(Ottawa) Quand il est sorti de sa péniche de débarquement le 6 juin 1944, Jack Commerford ne réalisait pas le rôle qu’il allait jouer dans ce qui allait devenir l’un des événements les plus importants de l’histoire.

Le jeune homme, alors âgé de 20 ans, s’était enrôlé dans l’armée trois ans plus tôt afin d’abattre des bombardiers allemands. Ce 6 juin, il était trop occupé à faire son travail — et à rester en vie — pendant l’assaut tant attendu des Alliés visant à libérer l’Europe occidentale des nazis.

« Je ne pensais uniquement qu’à mes tâches du moment, se souvient-il. Me rendre là où on m’envoyait et faire ce qu’on m’avait dit de faire. C’est ça qui me préoccupait. Je ne sais pas trop si je pensais à l’ensemble de la guerre. »

Le débarquement en Normandie est considéré comme l’un des points marquants de la Seconde Guerre mondiale.

Au Canada, qui a pris vraiment son envol à la suite de la bataille de la crête de Vimy pendant la Première Guerre mondiale, le Jour J a donné au pays l’occasion de trouver une place véritable parmi les grandes nations de ce monde.

« Le Jour J a fait de nous des gagnants, soutient le major à la retraite Michael Boire, qui enseigne l’histoire militaire au Collège militaire royal du Canada. Il a fait de nous des gagnants à nos propres yeux. C’est extrêmement important. »

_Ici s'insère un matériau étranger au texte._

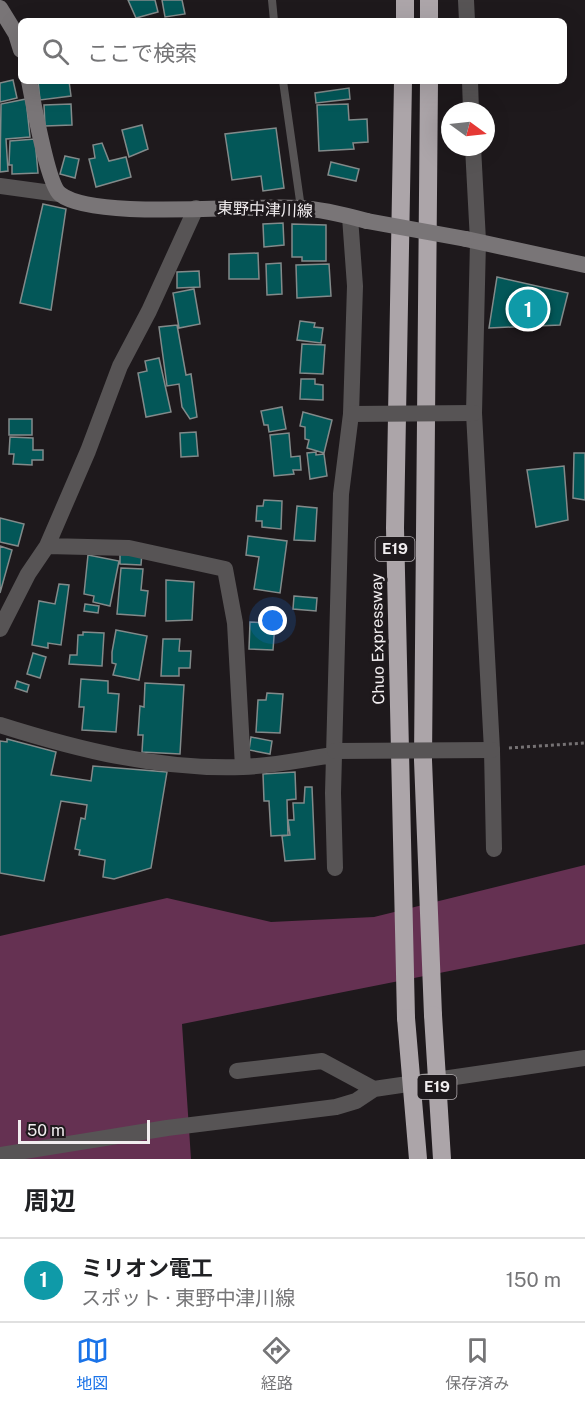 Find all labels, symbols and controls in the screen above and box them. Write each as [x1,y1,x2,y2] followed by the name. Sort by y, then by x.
[18,18,567,84] search box
[39,35,72,68] icon: search
[87,40,197,66] text: ここで検索
[441,102,495,156] north arrow
[217,198,313,221] street label: 東野中津川線
[508,286,548,332] pin: 1
[376,537,414,561] road number: E19
[367,573,388,705] street label: Chuo Expressway
[258,606,287,635] your location
[418,1075,456,1099] road number: E19
[18,1117,150,1144] scale bar
[27,1121,65,1140] text: 50 m
[24,1185,76,1216] text: 周辺
[81,1255,213,1281] text: ミリオン電工
[39,1268,48,1292] text: 1
[506,1268,561,1292] text: 150 m
[81,1286,295,1310] text: スポット · 東野中津川線
[76,1334,109,1394] tab: 地図
[260,1334,293,1394] tab: 経路
[445,1334,509,1394] tab: 保存済み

Ce n’était pas le rôle que le Canada pensait jouer au début du conflit.

En septembre 1939, le premier ministre de l’époque William Lyon Mackenzie King ne voulait pas que le Canada s’implique trop dans le conflit, car il craignait une nouvelle crise de la conscription comme en 1917-1918. De nombreux Canadiens, particulièrement au Québec, avaient alors protesté contre le fait d’être contraints à aller se battre en Europe.

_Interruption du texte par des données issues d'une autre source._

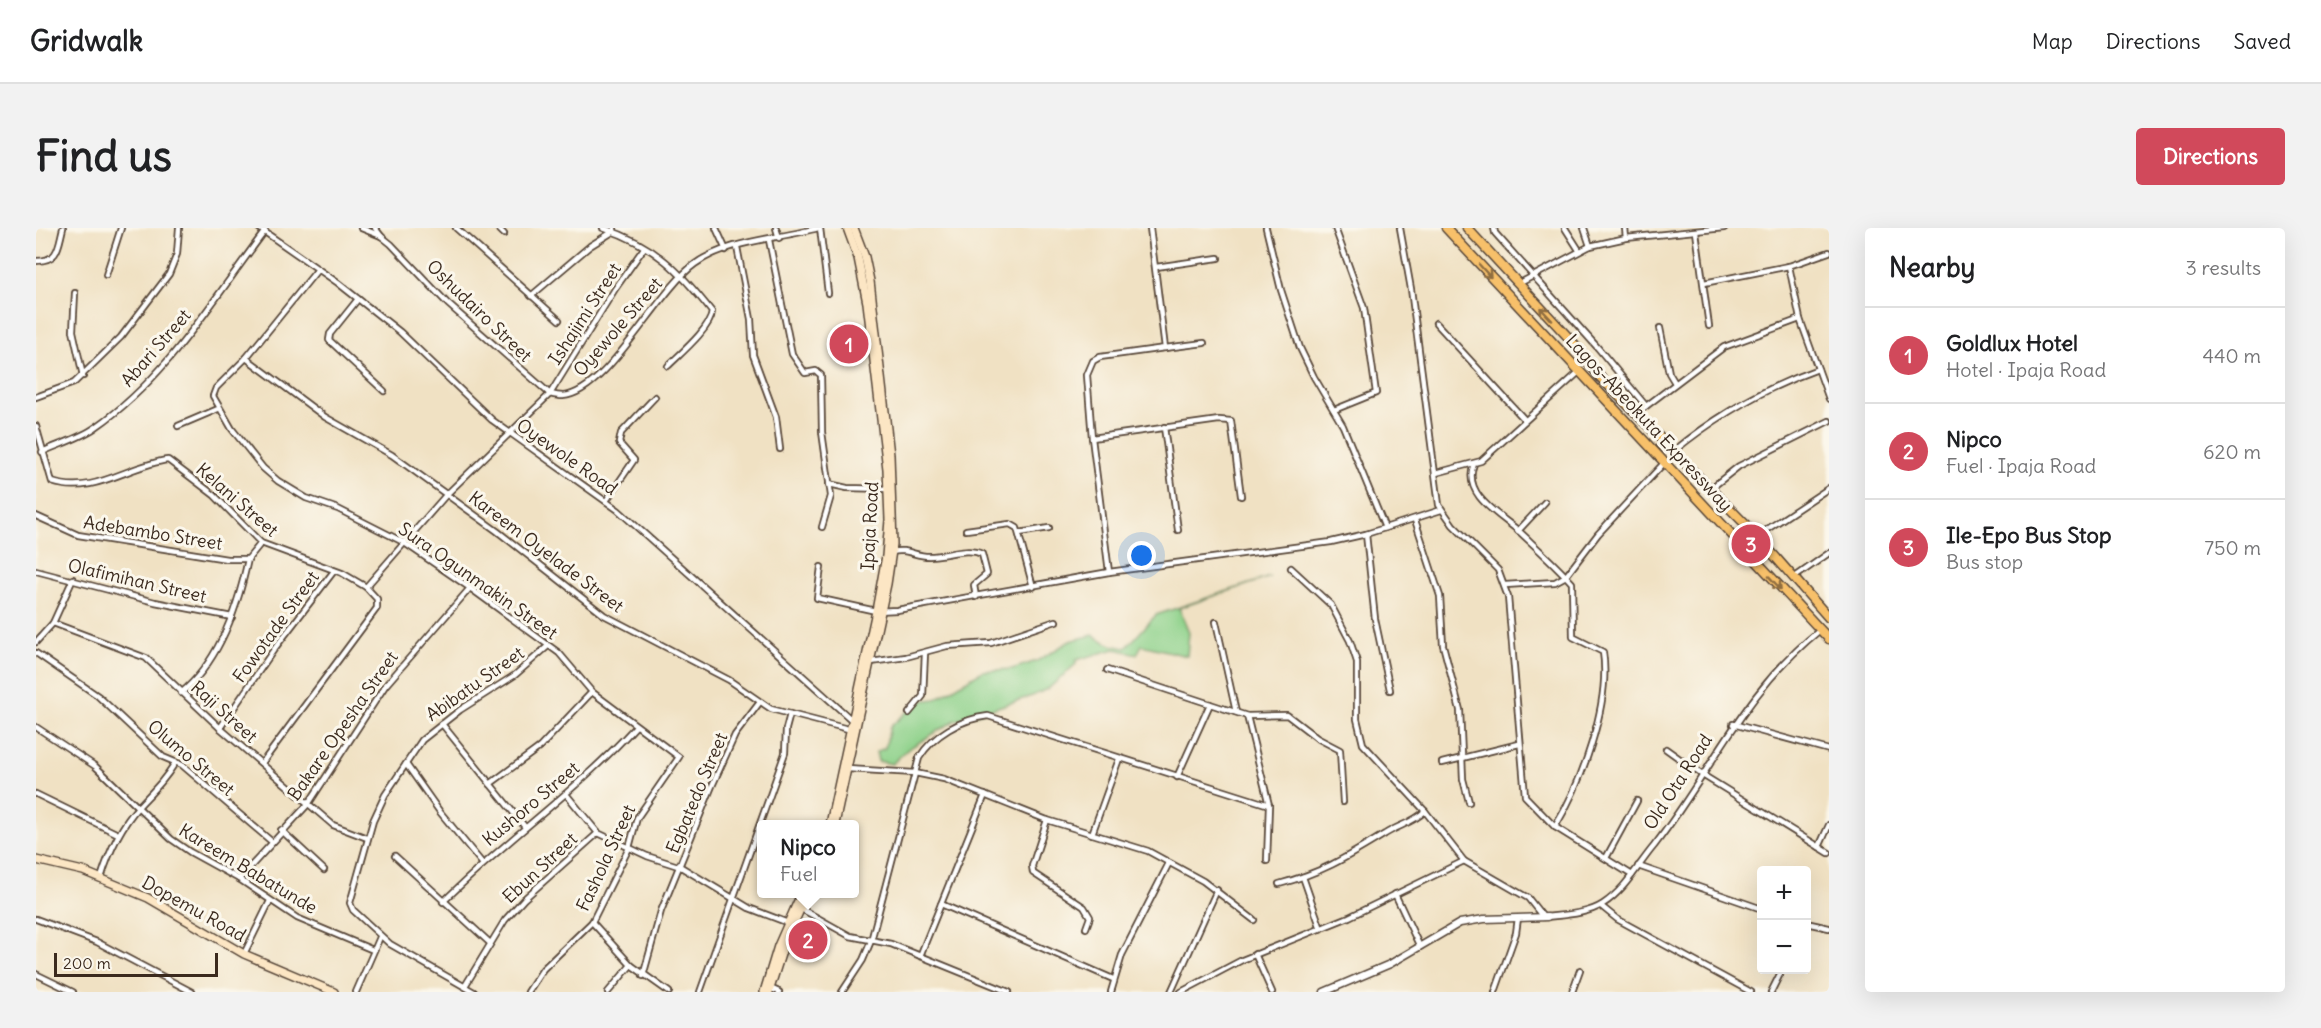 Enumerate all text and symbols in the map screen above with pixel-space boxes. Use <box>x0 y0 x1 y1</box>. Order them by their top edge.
text: Gridwalk <box>30 23 143 59</box>
text: Map <box>2032 28 2073 55</box>
text: Directions <box>2106 28 2200 55</box>
text: Saved <box>2233 28 2291 55</box>
button: Directions <box>2136 128 2285 185</box>
text: Find us <box>36 130 172 182</box>
text: Nearby <box>1889 251 1975 284</box>
street label: Oshudairo Street <box>422 255 537 367</box>
text: 3 results <box>2185 255 2261 280</box>
street label: Ishajimi Street <box>543 258 626 369</box>
one-way arrow <box>1478 263 1492 278</box>
street label: Oyewole Street <box>568 272 667 381</box>
street label: Abari Street <box>116 304 196 391</box>
one-way arrow <box>1540 307 1554 322</box>
pin: 1 <box>830 322 868 366</box>
street label: Lagos-Abeokuta Expressway <box>1561 329 1738 516</box>
text: Goldlux Hotel <box>1946 329 2078 357</box>
text: 1 <box>1905 343 1912 368</box>
text: 440 m <box>2202 343 2261 368</box>
text: Hotel · Ipaja Road <box>1946 357 2106 382</box>
street label: Oyewole Road <box>512 413 623 500</box>
text: Nipco <box>1946 425 2002 453</box>
text: 2 <box>1903 439 1914 464</box>
text: 620 m <box>2203 439 2261 464</box>
text: Fuel · Ipaja Road <box>1946 453 2096 478</box>
street label: Kelani Street <box>191 458 283 542</box>
street label: Ipaja Road <box>856 480 883 571</box>
street label: Kareem Oyelade Street <box>464 486 628 617</box>
street label: Adebambo Street <box>82 510 224 555</box>
street label: Sura Ogunmakin Street <box>394 517 562 644</box>
text: Ile-Epo Bus Stop <box>1946 521 2111 549</box>
pin: 3 <box>1732 522 1770 566</box>
text: 3 <box>1903 535 1914 560</box>
text: 750 m <box>2204 535 2261 560</box>
your location <box>1127 541 1156 570</box>
text: Bus stop <box>1946 549 2023 574</box>
street label: Olafimihan Street <box>66 553 209 608</box>
street label: Fowotade Street <box>227 566 324 687</box>
one-way arrow <box>1768 575 1782 590</box>
street label: Abibatu Street <box>421 641 528 726</box>
street label: Bakare Opesha Street <box>282 647 403 805</box>
street label: Raji Street <box>186 676 263 748</box>
street label: Olumo Street <box>143 715 240 801</box>
street label: Egbatedo Street <box>661 729 732 857</box>
street label: Old Ota Road <box>1638 729 1717 834</box>
street label: Kushoro Street <box>477 756 584 851</box>
street label: Fashola Street <box>571 801 640 915</box>
street label: Kareem Babatunde <box>175 818 321 919</box>
popup <box>757 820 859 898</box>
street label: Ebun Street <box>498 827 582 908</box>
text: Nipco <box>780 833 836 861</box>
text: Fuel <box>780 861 817 886</box>
map controls <box>1757 866 1811 974</box>
button: + <box>1757 866 1811 920</box>
street label: Dopemu Road <box>138 870 251 947</box>
pin: 2 <box>788 918 828 962</box>
button: − <box>1757 920 1811 974</box>
scale bar <box>54 950 218 978</box>
text: 200 m <box>63 953 111 973</box>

Mackenzie King a adopté une politique de « responsabilité limitée ». Le gouvernement pensait envoyer un petit contingent pour participer à la défense de l’Angleterre, préférant concentrer les ressources du pays à la fourniture d’équipements et de nourriture tout en servant de terrain de formation pour les Alliés.

« Mais la guerre ne s’est pas déroulée comme il était prévu, souligne l’historien Jack Granatstein, qui a déjà dirigé le Musée canadien de la guerre. En 1940, les Allemands ont tout balayé et le Canada est devenu le principal allié du Royaume-Uni. Alors, l’effort de guerre du Canada était à repenser. »

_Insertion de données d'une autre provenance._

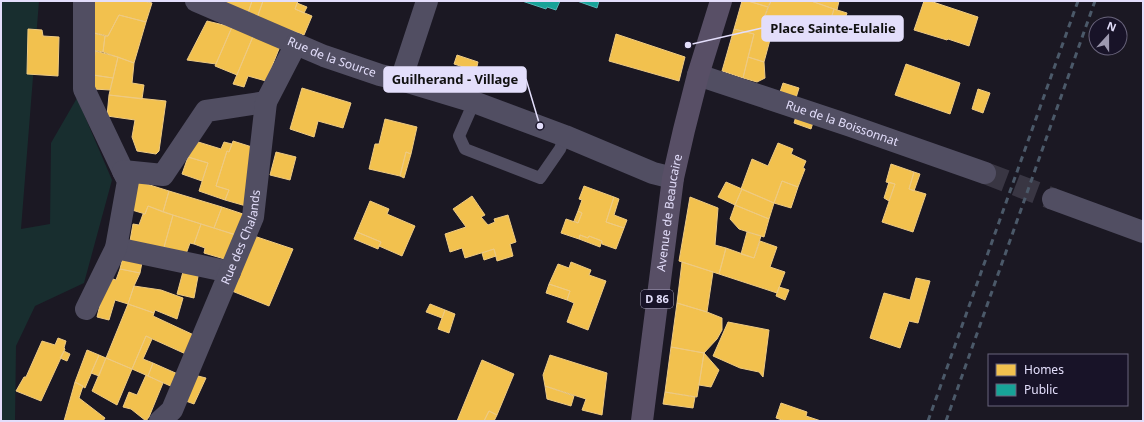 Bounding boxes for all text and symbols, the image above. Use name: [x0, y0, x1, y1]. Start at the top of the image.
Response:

Le Canada a dû réaménager sa base industrielle pour commencer à fabriquer en masse des armes, des avions, des navires de guerre et des chars. Cela a jeté les bases de la prospérité économique que le Canada a connue dans les années suivant le conflit.

« Nous sommes devenus un pays riche en combattant pendant la guerre », souligne M. Granatstein, qui note que le produit intérieur brut a doublé de 1939 à 1945.

Au début de la guerre, le Canada avait une armée de métier comptant 4200 militaires. À la fin du conflit, environ 1,1 million de Canadiens portaient l’uniforme. On les a vus partout : dans les bombardiers au-dessus de l’Allemagne, dans les convois navals sur l’Atlantique ou dans les villages italiens.

Le Jour J

Mais son heure de gloire a vraiment sonné pendant le Jour J. Si deux des plages de débarquement étaient réservées aux Américains (Utah et Omaha), deux autres aux Britanniques (Gold et Sword), la cinquième avait été attribuée aux forces canadiennes. De son nom de code Juno, la plage couvrait un tronçon de huit kilomètres.

« L’une des cinq plages était nôtre, raconte l’historien Tim Cook, du Musée canadien de la guerre. Nous devions la prendre. C’était l’un des défis du Jour J : si une attaque échouait, le débarquement échouait. »

Les Canadiens se sont préparés, tentant d’assimiler les dures leçons du désastreux raid de Dieppe d’août 1942 au cours duquel 900 soldats canadiens avaient été tués et près de 2000 capturés.

La mise à l’épreuve a commencé dès l’arrivée de la première péniche sur la plage à 7 h 45.

Les pertes de la première vague ont été lourdes. Les Canadiens ont été accueillis par les tirs nourris des Allemands. À la fin de la journée, les pertes canadiennes s’élevaient à 340 morts et 574 blessés. Malgré cela, l’attaque a été réussie, la division canadienne étant l’unité alliée qui s’est le plus avancée dans les terres normandes.

Pendant ce temps, des pilotes canadiens patrouillaient le ciel tandis que plus de 100 navires de la Marine royale canadienne surveillaient la Manche ou transportaient des troupes et de l’équipe vers les plages.

Alex Polowin, qui servait à bord du NCSM Huron, se sentait comme un boxeur qui se prépare à affronter un adversaire.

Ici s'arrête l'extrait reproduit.